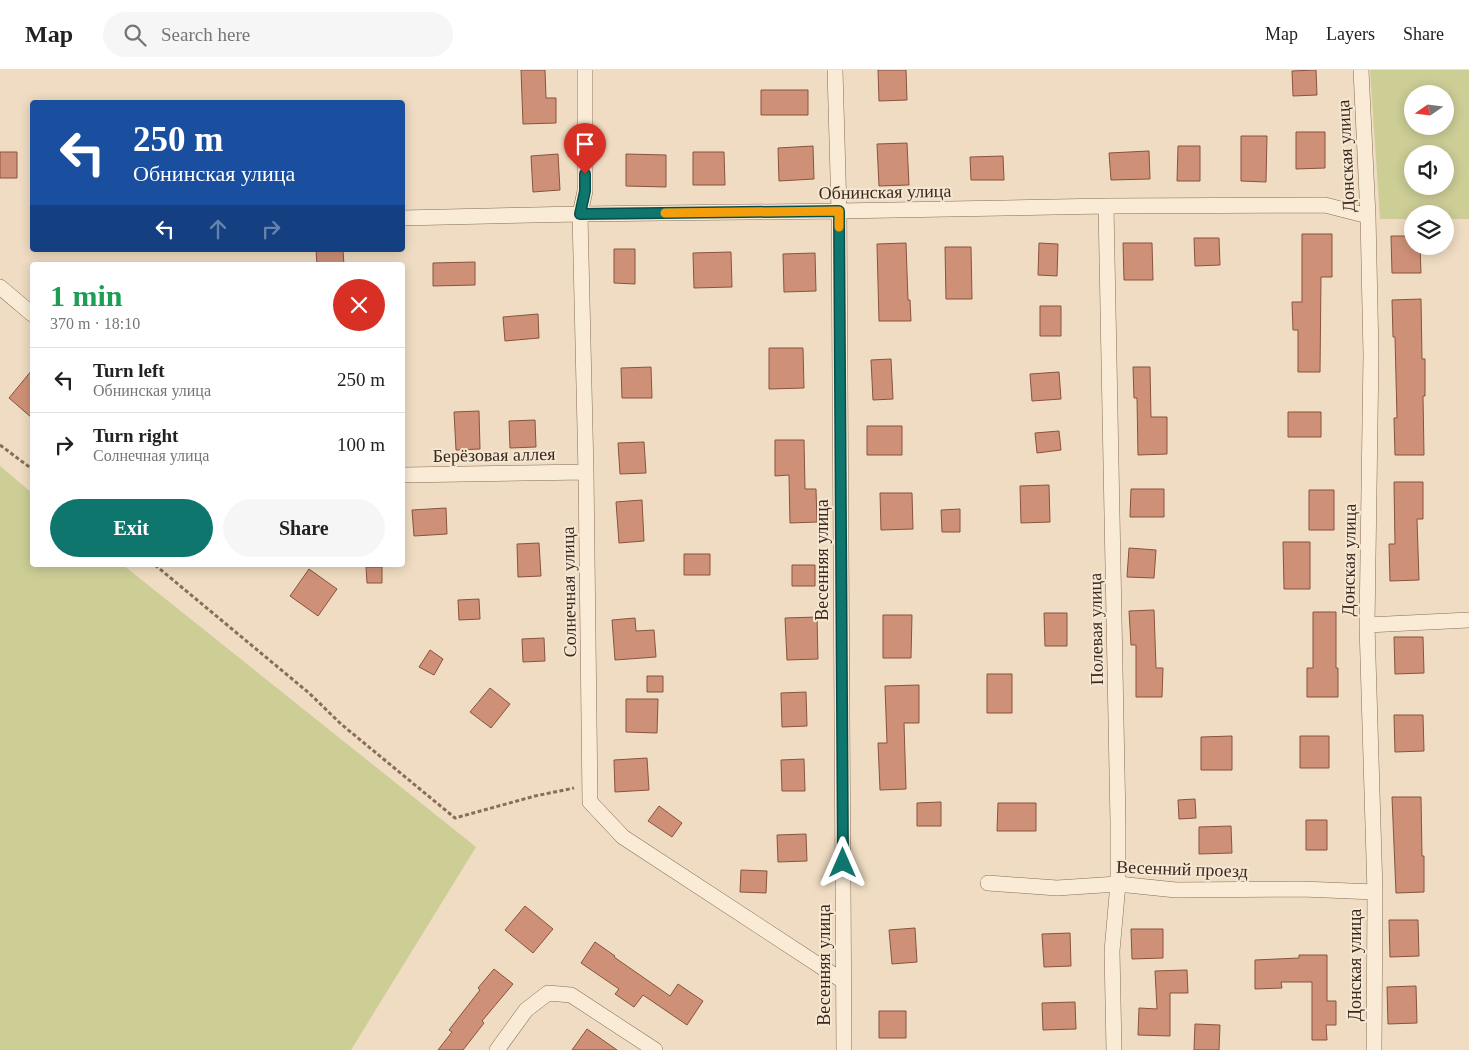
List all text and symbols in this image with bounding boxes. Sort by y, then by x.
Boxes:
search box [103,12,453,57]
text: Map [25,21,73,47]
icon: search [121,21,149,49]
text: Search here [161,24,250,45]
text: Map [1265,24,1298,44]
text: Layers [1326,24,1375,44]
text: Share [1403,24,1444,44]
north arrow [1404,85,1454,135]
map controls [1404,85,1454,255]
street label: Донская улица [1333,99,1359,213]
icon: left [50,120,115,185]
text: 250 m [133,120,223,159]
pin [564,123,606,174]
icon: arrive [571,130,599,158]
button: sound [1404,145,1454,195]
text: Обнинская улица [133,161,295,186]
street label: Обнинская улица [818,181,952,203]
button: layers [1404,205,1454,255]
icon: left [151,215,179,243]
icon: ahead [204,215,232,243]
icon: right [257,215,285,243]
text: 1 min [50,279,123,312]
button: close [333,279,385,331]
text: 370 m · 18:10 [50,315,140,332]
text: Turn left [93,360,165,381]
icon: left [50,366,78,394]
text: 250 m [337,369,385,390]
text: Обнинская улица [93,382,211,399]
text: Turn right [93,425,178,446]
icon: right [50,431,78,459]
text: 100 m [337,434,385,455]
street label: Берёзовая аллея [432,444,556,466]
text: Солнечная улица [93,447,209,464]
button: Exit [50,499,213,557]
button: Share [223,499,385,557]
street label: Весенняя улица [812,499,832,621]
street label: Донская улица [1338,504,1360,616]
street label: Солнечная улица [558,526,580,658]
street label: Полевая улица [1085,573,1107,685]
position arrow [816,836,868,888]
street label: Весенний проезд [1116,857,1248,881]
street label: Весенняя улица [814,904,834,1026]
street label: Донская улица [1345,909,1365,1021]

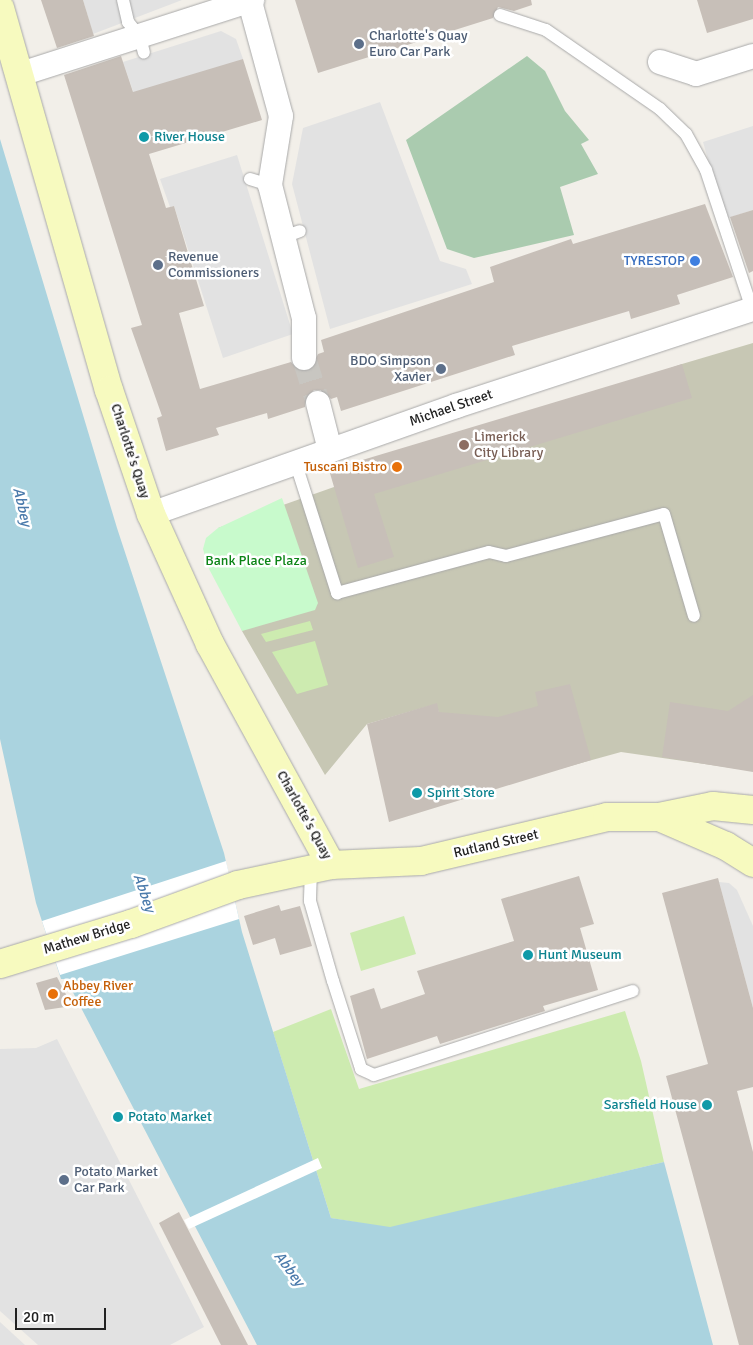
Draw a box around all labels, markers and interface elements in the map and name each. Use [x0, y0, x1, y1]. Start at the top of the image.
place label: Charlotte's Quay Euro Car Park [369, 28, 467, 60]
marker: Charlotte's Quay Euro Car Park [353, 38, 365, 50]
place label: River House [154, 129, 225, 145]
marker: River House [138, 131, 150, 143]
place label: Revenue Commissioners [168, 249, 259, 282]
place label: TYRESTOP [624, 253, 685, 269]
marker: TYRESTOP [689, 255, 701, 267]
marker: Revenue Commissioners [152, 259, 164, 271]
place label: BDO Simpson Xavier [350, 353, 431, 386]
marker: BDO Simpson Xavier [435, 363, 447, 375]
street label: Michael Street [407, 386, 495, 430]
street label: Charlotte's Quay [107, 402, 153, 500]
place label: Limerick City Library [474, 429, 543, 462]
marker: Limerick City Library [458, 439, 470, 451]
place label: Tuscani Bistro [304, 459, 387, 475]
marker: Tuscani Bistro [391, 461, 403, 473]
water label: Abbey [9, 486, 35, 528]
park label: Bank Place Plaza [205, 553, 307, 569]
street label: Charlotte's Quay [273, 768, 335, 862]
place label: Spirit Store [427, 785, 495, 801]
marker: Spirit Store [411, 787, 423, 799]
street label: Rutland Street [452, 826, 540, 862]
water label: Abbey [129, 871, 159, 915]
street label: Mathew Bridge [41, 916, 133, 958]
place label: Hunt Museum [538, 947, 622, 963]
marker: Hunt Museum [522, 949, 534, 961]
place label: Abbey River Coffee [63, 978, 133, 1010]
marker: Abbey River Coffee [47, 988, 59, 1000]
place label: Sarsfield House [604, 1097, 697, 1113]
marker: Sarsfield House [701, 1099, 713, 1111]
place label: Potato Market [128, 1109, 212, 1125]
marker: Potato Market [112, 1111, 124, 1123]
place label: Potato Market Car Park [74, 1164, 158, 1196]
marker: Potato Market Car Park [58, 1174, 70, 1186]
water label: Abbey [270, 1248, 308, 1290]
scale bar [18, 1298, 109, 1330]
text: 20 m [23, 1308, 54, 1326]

- _PROBLEM TO WORK ON_: With the pictures omitted, the records above are to be repeated exactly.

- _SOLUTION BELOW_:
List all text and symbols in this image with bounding boxes. Sort by y, then by x.
Boxes:
search box [103,12,453,57]
text: Map [25,21,73,47]
icon: search [121,21,149,49]
text: Search here [161,24,250,45]
text: Map [1265,24,1298,44]
text: Layers [1326,24,1375,44]
text: Share [1403,24,1444,44]
north arrow [1404,85,1454,135]
map controls [1404,85,1454,255]
street label: Донская улица [1333,99,1359,213]
icon: left [50,120,115,185]
text: 250 m [133,120,223,159]
pin [564,123,606,174]
icon: arrive [571,130,599,158]
button: sound [1404,145,1454,195]
text: Обнинская улица [133,161,295,186]
street label: Обнинская улица [818,181,952,203]
button: layers [1404,205,1454,255]
icon: left [151,215,179,243]
icon: ahead [204,215,232,243]
icon: right [257,215,285,243]
text: 1 min [50,279,123,312]
button: close [333,279,385,331]
text: 370 m · 18:10 [50,315,140,332]
text: Turn left [93,360,165,381]
icon: left [50,366,78,394]
text: 250 m [337,369,385,390]
text: Обнинская улица [93,382,211,399]
text: Turn right [93,425,178,446]
icon: right [50,431,78,459]
text: 100 m [337,434,385,455]
street label: Берёзовая аллея [432,444,556,466]
text: Солнечная улица [93,447,209,464]
button: Exit [50,499,213,557]
button: Share [223,499,385,557]
street label: Весенняя улица [812,499,832,621]
street label: Донская улица [1338,504,1360,616]
street label: Солнечная улица [558,526,580,658]
street label: Полевая улица [1085,573,1107,685]
position arrow [816,836,868,888]
street label: Весенний проезд [1116,857,1248,881]
street label: Весенняя улица [814,904,834,1026]
street label: Донская улица [1345,909,1365,1021]

Draw a box around all labels, markers and interface elements in the map and name each. Use [x0, y0, x1, y1]. Start at the top of the image.
place label: Charlotte's Quay Euro Car Park [369, 28, 467, 60]
marker: Charlotte's Quay Euro Car Park [353, 38, 365, 50]
place label: River House [154, 129, 225, 145]
marker: River House [138, 131, 150, 143]
place label: Revenue Commissioners [168, 249, 259, 282]
place label: TYRESTOP [624, 253, 685, 269]
marker: TYRESTOP [689, 255, 701, 267]
marker: Revenue Commissioners [152, 259, 164, 271]
place label: BDO Simpson Xavier [350, 353, 431, 386]
marker: BDO Simpson Xavier [435, 363, 447, 375]
street label: Michael Street [407, 386, 495, 430]
street label: Charlotte's Quay [107, 402, 153, 500]
place label: Limerick City Library [474, 429, 543, 462]
marker: Limerick City Library [458, 439, 470, 451]
place label: Tuscani Bistro [304, 459, 387, 475]
marker: Tuscani Bistro [391, 461, 403, 473]
water label: Abbey [9, 486, 35, 528]
park label: Bank Place Plaza [205, 553, 307, 569]
street label: Charlotte's Quay [273, 768, 335, 862]
place label: Spirit Store [427, 785, 495, 801]
marker: Spirit Store [411, 787, 423, 799]
street label: Rutland Street [452, 826, 540, 862]
water label: Abbey [129, 871, 159, 915]
street label: Mathew Bridge [41, 916, 133, 958]
place label: Hunt Museum [538, 947, 622, 963]
marker: Hunt Museum [522, 949, 534, 961]
place label: Abbey River Coffee [63, 978, 133, 1010]
marker: Abbey River Coffee [47, 988, 59, 1000]
place label: Sarsfield House [604, 1097, 697, 1113]
marker: Sarsfield House [701, 1099, 713, 1111]
place label: Potato Market [128, 1109, 212, 1125]
marker: Potato Market [112, 1111, 124, 1123]
place label: Potato Market Car Park [74, 1164, 158, 1196]
marker: Potato Market Car Park [58, 1174, 70, 1186]
water label: Abbey [270, 1248, 308, 1290]
scale bar [18, 1298, 109, 1330]
text: 20 m [23, 1308, 54, 1326]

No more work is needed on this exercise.